# Turkey CC hits



## TPrawitt91 (Sep 1, 2015)

This could be jumping the gun a little, but when do we expect cards to be hit?


----------



## KineKilla (Jan 28, 2011)

I have no idea but I'd suspect it would be no later than next Wednesday the 10th....


----------



## brisket (Mar 3, 2015)

Last year they hit Saturday, January 7th. We might know this weekend, if not, my money is on Monday.


----------



## hazmat (Apr 23, 2009)

My card was hit this morning


----------



## #1DEER 1-I (Sep 10, 2007)

Mine as well


----------



## brisket (Mar 3, 2015)

Nothing here yet.


----------



## APD (Nov 16, 2008)

:hand: oh no, this already. tis the season i guess. just seems like we were just doing this recently.


----------



## LostLouisianian (Oct 11, 2010)

I got the shaft again


----------



## SidVicious (Aug 19, 2014)

Got a hit this morning


----------



## MuscleWhitefish (Jan 13, 2015)

LostLouisianian said:


> I got the shaft again


Me too.
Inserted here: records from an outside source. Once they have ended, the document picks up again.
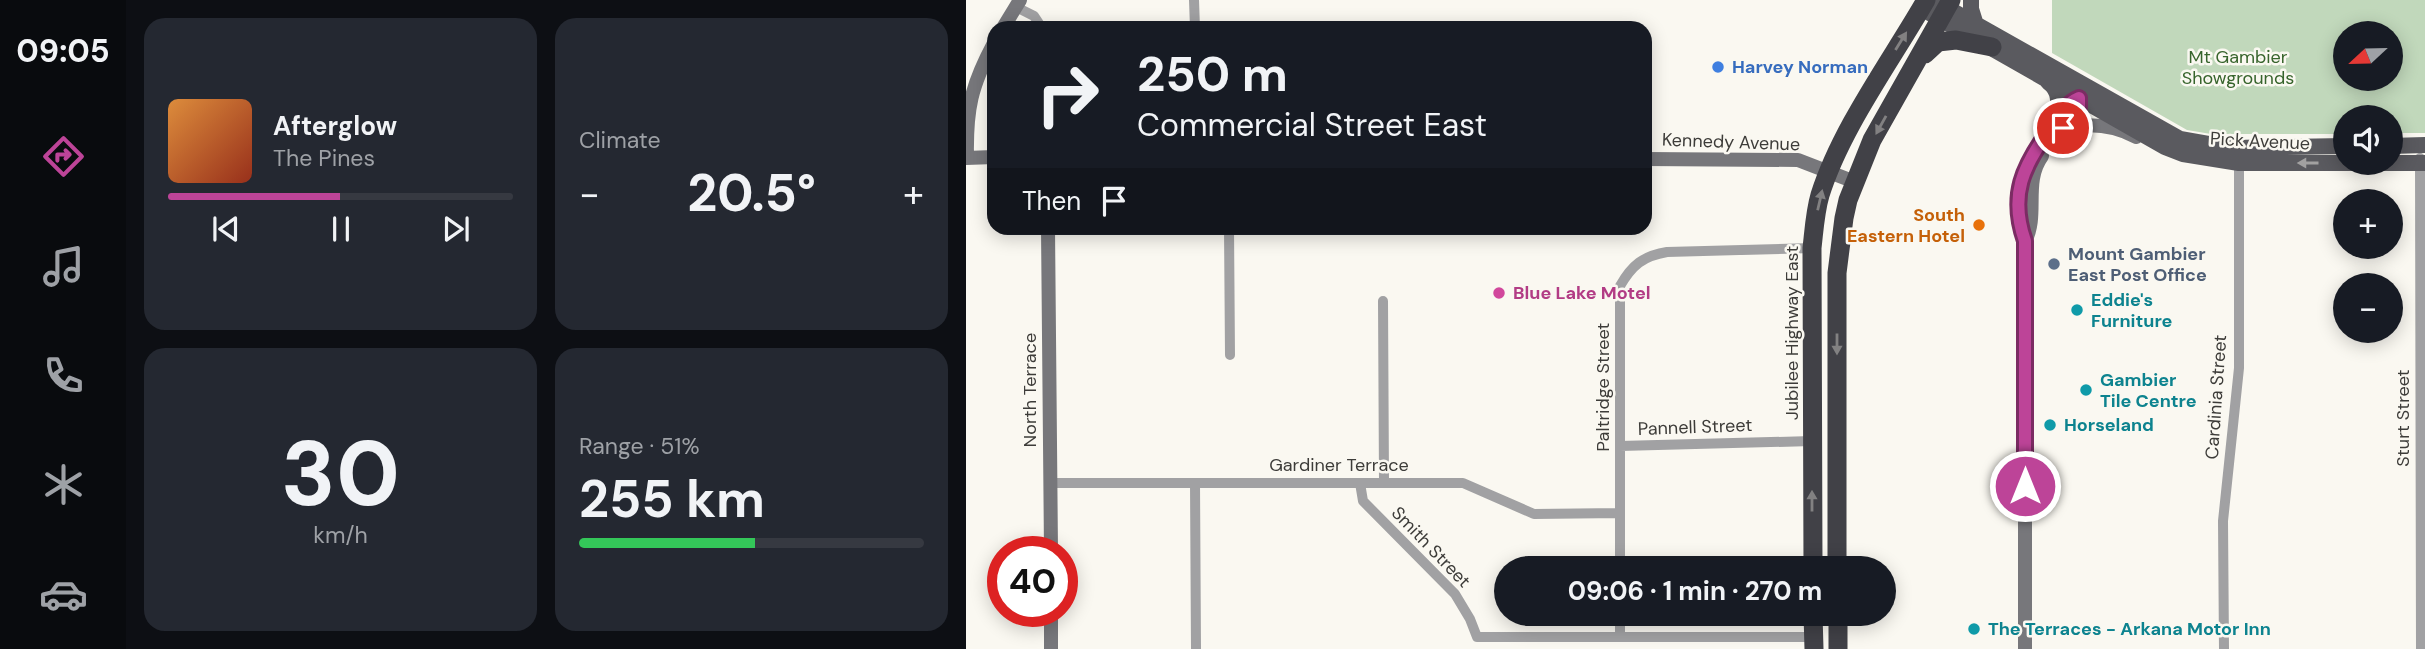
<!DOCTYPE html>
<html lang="en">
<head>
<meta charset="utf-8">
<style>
	body { margin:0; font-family:"DM Sans",sans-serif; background:#242831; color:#f1f3f6; height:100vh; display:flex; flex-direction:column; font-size:26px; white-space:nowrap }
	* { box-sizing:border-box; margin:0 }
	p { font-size:23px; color:#9ea1a6 }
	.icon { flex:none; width:38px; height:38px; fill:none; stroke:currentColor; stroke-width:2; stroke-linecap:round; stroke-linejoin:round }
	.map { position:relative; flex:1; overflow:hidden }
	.panel { display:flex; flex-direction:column; gap:18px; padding:18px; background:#0d0f14; width:840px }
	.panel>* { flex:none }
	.banner { position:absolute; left:21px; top:21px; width:665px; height:214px; border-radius:21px; box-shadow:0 4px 18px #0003; background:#171b24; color:#f1f3f6; overflow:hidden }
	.needle { width:46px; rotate:248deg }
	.controls { position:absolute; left:1367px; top:21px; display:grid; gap:14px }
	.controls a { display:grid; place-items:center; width:70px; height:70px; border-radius:50%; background:#171b24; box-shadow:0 4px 18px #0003; font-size:35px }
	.speed { position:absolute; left:21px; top:536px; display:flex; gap:14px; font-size:35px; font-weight:700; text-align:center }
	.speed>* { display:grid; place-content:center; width:91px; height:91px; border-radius:50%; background:#171b24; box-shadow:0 4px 18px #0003; line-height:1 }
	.speed .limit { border:10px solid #d22; background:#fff; color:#111 }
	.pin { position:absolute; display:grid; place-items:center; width:60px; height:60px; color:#fff; margin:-30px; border:4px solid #fff; border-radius:50%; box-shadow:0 2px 7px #0007 }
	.me { position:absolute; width:77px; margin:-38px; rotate:0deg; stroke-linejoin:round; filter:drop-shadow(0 0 5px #0008) }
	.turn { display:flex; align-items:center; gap:24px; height:147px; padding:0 35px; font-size:32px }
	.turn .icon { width:91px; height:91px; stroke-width:2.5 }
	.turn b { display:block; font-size:49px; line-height:60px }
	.then { display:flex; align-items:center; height:66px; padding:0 35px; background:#0003; gap:14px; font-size:26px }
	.big { font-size:52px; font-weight:700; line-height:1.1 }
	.panel .card { flex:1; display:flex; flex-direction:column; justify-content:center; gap:10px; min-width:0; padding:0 24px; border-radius:21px; background:#242831 }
	.panel .dial { align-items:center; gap:0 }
	.dial b { font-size:91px; line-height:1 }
	.song { display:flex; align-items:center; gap:21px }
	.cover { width:84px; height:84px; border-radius:10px; background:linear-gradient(135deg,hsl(30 70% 55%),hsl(10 70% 35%)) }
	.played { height:7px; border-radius:4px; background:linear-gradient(90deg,#bd4498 50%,#363941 50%) }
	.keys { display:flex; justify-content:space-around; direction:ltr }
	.heat { display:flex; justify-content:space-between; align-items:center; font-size:38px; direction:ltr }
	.charge { height:10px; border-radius:5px; background:linear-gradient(90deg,#34c759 51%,#363941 0) }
	.panel .tiles { flex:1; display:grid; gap:18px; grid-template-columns:repeat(2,1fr) }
	.trip { position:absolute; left:528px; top:556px; width:402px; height:70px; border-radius:35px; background:#171b24; box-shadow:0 4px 18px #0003; font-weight:700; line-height:70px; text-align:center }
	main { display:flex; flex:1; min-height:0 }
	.tabs { display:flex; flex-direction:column; width:126px; justify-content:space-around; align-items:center; background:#090b0e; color:#9ea1a6 }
	.tabs .icon { width:49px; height:49px }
	.tabs .selected { color:#bd4498 }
	.tabs b { font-size:32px; color:#f1f3f6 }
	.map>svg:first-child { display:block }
	.green { fill:#c1d8bb; fill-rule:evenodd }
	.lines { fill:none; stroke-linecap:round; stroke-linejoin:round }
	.street { stroke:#a1a1a3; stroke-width:10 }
	.secondary { stroke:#77777b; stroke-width:14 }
	.primary { stroke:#5a5a5f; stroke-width:16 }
	.highway { stroke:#414147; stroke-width:19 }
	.oneway { fill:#828182 }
	.oneway2 { fill:#a2a1a1 }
	.route-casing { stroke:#7b2c63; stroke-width:18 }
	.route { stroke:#bd4498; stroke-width:12 }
	.shop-dot { fill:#3f7fe0; stroke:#faf8f1; stroke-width:2.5 }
	.food-dot { fill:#e8710a; stroke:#faf8f1; stroke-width:2.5 }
	.service-dot { fill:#5c6f8a; stroke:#faf8f1; stroke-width:2.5 }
	.hotel-dot { fill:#d1479c; stroke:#faf8f1; stroke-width:2.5 }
	.culture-dot { fill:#0f9aa8; stroke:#faf8f1; stroke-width:2.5 }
	.labels { text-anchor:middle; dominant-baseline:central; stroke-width:5; stroke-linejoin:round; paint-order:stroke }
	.park-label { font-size:18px; fill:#37642c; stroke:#faf8f1 }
	.shop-label { font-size:18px; font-weight:bold; fill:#366cbe; stroke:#faf8f1; text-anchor:start }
	.street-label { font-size:18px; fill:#3d3c39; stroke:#faf8f1 }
	.food-label { font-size:18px; font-weight:bold; fill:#c56008; stroke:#faf8f1; text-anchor:end }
	.service-label { font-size:18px; font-weight:bold; fill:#4e5e75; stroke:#faf8f1; text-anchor:start }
	.hotel-label { font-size:18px; font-weight:bold; fill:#b23c85; stroke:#faf8f1; text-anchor:start }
	.culture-label { font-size:18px; font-weight:bold; fill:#0d838f; stroke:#faf8f1; text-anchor:start }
</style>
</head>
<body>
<main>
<nav class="tabs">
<b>09:05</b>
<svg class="icon selected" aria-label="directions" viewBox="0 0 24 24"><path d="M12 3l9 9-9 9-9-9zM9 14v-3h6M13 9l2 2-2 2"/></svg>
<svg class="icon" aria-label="music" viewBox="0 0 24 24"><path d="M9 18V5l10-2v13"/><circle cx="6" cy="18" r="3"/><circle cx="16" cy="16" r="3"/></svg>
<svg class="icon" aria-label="phone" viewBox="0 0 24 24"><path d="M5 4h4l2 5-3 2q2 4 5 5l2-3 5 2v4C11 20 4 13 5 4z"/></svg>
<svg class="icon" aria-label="climate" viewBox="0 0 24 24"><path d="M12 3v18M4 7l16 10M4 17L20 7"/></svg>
<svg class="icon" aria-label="car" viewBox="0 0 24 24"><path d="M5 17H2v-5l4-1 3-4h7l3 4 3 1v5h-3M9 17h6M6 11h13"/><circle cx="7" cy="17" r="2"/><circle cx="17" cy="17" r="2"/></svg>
</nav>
<section class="panel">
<div class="tiles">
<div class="card">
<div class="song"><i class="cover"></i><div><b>Afterglow</b><p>The Pines</p></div></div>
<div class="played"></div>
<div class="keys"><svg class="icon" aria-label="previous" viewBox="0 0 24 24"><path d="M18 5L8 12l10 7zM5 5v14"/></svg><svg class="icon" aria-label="pause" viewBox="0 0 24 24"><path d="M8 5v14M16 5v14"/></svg><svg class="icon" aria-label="next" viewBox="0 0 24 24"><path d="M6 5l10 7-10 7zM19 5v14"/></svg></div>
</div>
<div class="card"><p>Climate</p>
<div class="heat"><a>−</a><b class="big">20.5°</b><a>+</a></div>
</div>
<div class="card dial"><b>30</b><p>km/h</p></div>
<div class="card"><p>Range · 51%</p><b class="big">255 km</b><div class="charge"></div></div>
</div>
</section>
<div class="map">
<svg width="1459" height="649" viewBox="0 0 1459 649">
	<rect width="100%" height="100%" fill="#faf8f1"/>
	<path class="green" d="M1086 0H1459V133H1425L1424 117H1379V134H1245L1221 130 1086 53ZM1379 33H1424V79H1379Z"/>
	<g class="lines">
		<path class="street" d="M228 0 229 28
			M50 7 68 16 76 28
			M1454 158 1455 649
			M263 228 264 355
			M417 301 418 483
			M654 446 846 441
			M84 483H497L568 514 654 513
			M229 483 230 649
			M394 483 397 501 489 594 504 619 511 637H848
			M654 569V286C666 265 677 256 701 252L846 248
			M654 637V614
			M1258 649 1257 521 1273 368V158"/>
		<path class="secondary" d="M37 28 54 0
			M1097 128C1122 123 1147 124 1170 137
			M1088 139 1113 107 1115 95
			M0 158 28 157
			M1 158C0 109 5 86 28 43
			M679 159 832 160 889 182
			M82 228 85 551
			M1059 241C1073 215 1057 182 1076 156
			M85 611V649
			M1059 649V241C1043 195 1057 166 1084 129 1093 117 1099 104 1113 98"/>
		<path class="primary" d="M967 0 1214 139 1265 148 1379 146
			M1005 0V9L1010 25
			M955 8 1199 147 1217 154 1273 163H1459
			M1082 82C1096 92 1092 106 1090 121
			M1424 146 1459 145"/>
		<path class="highway" d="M959 54 972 42 990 40 1026 47
			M847 569 846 248C848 231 849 212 854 195 875 128 925 61 960 0
			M871 569V273L878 218 882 200 906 140 985 0
			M847 614 848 649
			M872 614V649"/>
	</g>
	<defs><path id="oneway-solid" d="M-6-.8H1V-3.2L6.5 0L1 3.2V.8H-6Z" transform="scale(1.75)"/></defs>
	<g class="oneway">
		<use href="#oneway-solid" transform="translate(935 41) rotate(-58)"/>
		<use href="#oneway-solid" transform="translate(915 125) rotate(119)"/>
		<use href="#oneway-solid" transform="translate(854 200) rotate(-77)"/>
		<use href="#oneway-solid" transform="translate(871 344) rotate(90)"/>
		<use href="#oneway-solid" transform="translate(846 501) rotate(-90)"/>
	</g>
	<use class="oneway2" href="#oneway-solid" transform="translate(1342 163) rotate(180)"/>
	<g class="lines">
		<defs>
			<path id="route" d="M1059 486V241C1043 195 1057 166 1084 129 1093 117 1099 104 1113 98V107L1097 128"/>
		</defs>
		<use href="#route" class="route-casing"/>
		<use href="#route" class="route"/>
	</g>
	<circle class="shop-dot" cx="752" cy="67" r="7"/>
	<circle class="food-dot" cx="1013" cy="225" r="7"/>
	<circle class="service-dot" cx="1088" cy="264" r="7"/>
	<circle class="hotel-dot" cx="533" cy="293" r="7"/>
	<g class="culture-dot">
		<circle cx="1111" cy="310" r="7"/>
		<circle cx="1120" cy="390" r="7"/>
		<circle cx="1084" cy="425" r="7"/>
		<circle cx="1008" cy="629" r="7"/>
	</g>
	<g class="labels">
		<g class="park-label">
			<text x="1272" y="57">Mt Gambier<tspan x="1272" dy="21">Showgrounds</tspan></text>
		</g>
		<g class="shop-label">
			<text x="766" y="67">Harvey Norman</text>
		</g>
		<g class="street-label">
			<text transform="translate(1294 141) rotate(3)">Pick Avenue</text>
			<text transform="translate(765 142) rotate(2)">Kennedy Avenue</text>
			<text transform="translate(826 333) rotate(-90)">Jubilee Highway East</text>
			<text transform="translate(637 387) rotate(-90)">Paltridge Street</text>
			<text transform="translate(64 390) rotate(-90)">North Terrace</text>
			<text transform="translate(1250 397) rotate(-86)">Cardinia Street</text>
			<text transform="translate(1437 418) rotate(-90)">Sturt Street</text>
			<text transform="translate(729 427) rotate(-2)">Pannell Street</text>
			<text x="373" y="465">Gardiner Terrace</text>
			<text transform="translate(465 547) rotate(46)">Smith Street</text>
		</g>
		<g class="food-label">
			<text x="999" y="215">South<tspan x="999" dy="21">Eastern Hotel</tspan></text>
		</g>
		<g class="service-label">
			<text x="1102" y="254">Mount Gambier<tspan x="1102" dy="21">East Post Office</tspan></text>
		</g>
		<g class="hotel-label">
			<text x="547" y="293">Blue Lake Motel</text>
		</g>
		<g class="culture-label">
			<text x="1125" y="300">Eddie's<tspan x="1125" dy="21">Furniture</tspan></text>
			<text x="1134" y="380">Gambier<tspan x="1134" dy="21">Tile Centre</tspan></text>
			<text x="1098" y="425">Horseland</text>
			<text x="1022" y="629">The Terraces - Arkana Motor Inn</text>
		</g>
	</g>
</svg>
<div class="controls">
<a><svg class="needle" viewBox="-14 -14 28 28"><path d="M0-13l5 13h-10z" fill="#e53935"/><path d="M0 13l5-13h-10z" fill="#9ea1a6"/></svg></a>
<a><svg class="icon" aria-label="sound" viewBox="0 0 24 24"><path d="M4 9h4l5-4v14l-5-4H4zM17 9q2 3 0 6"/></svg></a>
<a>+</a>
<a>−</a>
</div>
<div class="speed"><div class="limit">40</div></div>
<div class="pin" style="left:1097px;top:128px;background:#d93025"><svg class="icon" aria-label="arrive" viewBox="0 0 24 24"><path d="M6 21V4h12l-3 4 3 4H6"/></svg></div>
<svg class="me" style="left:1059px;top:486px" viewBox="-20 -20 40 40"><circle r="17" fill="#bd4498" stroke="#fff" stroke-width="3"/><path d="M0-11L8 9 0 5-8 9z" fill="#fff"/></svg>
<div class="trip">09:06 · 1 min · 270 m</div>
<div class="banner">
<div class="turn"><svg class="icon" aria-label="right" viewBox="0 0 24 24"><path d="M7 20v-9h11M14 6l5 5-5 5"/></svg><div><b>250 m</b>Commercial Street East</div></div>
<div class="then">Then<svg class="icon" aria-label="arrive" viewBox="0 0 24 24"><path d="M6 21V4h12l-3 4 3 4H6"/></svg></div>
</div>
</div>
</main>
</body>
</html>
Do we have the same mail man?


----------



## LostLouisianian (Oct 11, 2010)

MuscleWhitefish said:


> Me too. Do we have the same mail man?


Possibly, mid height, average build, bleach blonde hair and during the summer she wears shorts????


----------



## MuscleWhitefish (Jan 13, 2015)

LostLouisianian said:


> Possibly, mid height, average build, bleach blonde hair and during the summer she wears shorts????


Ruby Red Lipstick?

Her name is Russell.


----------



## LostLouisianian (Oct 11, 2010)

MuscleWhitefish said:


> Ruby Red Lipstick?
> 
> Her name is Russell.


Hey look if someone wants to cross dress who am I to get in their way..


----------



## brisket (Mar 3, 2015)

Emails are out. Was hoping for a tag for my boys, but we all struck out this year.


----------



## TPrawitt91 (Sep 1, 2015)

General for us as well.


----------



## LostLouisianian (Oct 11, 2010)

Yep me too...dear idiot, thank you for your $10 donations for each person...you lose again.


----------



## Dunkem (May 8, 2012)

3rd time the charm


----------



## KineKilla (Jan 28, 2011)

No LE Birds for me this year.


----------



## LostLouisianian (Oct 11, 2010)

Dunkem said:


> 3rd time the charm


Pics or it didn't happen. LOL


----------



## 2full (Apr 8, 2010)

I won !!!!!
It's a miracle ......

I have to find a new spot to hunt is my problem. 
They trapped all the birds out of my honey hole. 
Will have to go back to the old honey hole.


----------



## tigerpincer (Dec 5, 2009)

I got hit this morning. I've only ever hunted the Utah general season. Looking forward to hunting the CWMU I drew.


----------



## plottrunner (Apr 3, 2008)

Got the unsuccessful email... May hunt instead of April for us this year..


----------